Auf die Frage der konkreten Gefährdung des Eigentums, wie sie vom LSG-NRW in der Entscheidung vom 25.11.2010 (L 7 AS 57/08 Rd.-Nr. 56 ff., zitiert nach Juris) gefordert wurde, kommt es vorliegend aus Sicht des Senats nicht an, denn die Kläger haben mit der nachrangigen Vormerkung keine geschützte Vermögensposition.

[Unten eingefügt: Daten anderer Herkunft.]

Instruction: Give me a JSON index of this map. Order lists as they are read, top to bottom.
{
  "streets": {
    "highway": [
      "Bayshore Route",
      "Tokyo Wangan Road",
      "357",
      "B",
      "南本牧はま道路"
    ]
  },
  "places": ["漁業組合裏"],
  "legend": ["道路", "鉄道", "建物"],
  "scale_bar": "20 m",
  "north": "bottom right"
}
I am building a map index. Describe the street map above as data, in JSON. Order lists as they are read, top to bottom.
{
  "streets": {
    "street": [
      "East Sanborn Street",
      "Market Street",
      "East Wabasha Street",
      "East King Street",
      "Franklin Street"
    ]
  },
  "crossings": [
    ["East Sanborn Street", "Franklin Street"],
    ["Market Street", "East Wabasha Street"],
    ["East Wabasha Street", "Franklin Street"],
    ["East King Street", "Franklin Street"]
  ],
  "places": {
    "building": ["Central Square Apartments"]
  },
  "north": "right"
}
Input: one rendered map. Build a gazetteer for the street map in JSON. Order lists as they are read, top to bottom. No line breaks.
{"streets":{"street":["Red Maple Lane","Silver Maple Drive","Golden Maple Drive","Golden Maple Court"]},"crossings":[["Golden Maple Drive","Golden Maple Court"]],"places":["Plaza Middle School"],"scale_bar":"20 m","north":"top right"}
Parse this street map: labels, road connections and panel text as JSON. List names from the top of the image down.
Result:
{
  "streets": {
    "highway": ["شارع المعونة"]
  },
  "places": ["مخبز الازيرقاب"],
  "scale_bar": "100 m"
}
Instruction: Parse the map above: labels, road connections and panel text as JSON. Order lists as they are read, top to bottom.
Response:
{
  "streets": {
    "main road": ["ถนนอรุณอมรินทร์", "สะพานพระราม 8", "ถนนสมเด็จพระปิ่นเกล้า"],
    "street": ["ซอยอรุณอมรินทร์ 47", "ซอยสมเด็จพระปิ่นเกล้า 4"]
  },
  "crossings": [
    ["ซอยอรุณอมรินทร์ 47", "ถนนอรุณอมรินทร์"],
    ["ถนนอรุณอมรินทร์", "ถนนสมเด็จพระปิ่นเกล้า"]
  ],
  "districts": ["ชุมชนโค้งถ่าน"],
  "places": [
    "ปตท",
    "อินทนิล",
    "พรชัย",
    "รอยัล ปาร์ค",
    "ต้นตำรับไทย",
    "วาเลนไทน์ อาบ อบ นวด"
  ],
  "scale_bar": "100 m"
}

Die Kläger verfügten auch über kein den Bedarf zunächst verminderndes einzusetzendes Vermögen, denn die Lebensversicherung des Klägers zu 1) mit einem Rückkaufswert von 8.000 EUR unterfällt dem Schonvermögen der Kläger nach § 12 Abs. 1, 1a S. 2 SGB II. Selbst das Haus unterfiele bei einer Größe von 100 m2 dem Schonvermögen des § 12 Abs. 3 Nr. 4 SGB II, da es selbst genutzt wird und eine angemessene Größe hat. Insoweit ist auf die Werte des zweiten Wohnungsbauförderungsgesetzes abzustellen, das bei vier Personen auf eine angemessene Größe von 120 m2 abstellt.

b) Die Tilgungsraten sind auch angemessen. Die Finanzierungskosten einschließlich der Tilgungsleistungen können insgesamt vom Grundsicherungsträger nur bis zu der Höhe übernommen werden, die ein Hilfebedürftiger auch bei einer angemessenen Mietwohnung als Kosten der Unterkunft zu tragen hätte (BSG, a.a.O., Rdnr. 28). Nach Auffassung des Senats halten sich die von den Klägern geltend gemachten KdU auch im Rahmen der Angemessenheit der Kosten für Mietwohnungen (BSG, a.a.O., Nr. 28). Die Kläger bewohnten mit zunächst fünf und ab Mai 2006 dann sechs Personen ein 100 m2 großes Haus. Selbst bei Anwendung der Richtlinien des Beklagten, wobei hierbei nichts darüber gesagt ist, ob diese die Anforderungen an ein sogenanntes „schlüssiges Konzept“ im Sinne der Rechtsprechung des BSG erfüllen, sehen bei Bedarfsgemeinschaften von fünf Personen eine Mietwohnfläche von 95 bis 105 m2 vor und für eine weitere Person weitere 10 bis 15 m2 vor. Für Hauseigentum ist bei einer Größe von fünf Personen eine Angemessenheitsgrenze von 150 m2 vorgesehen, bei sechs Personen sogar 170 m2. Danach ist die Wohnfläche des Hauses von 100 m2 für fünf bzw. sechs Personen als angemessen zu bewerten.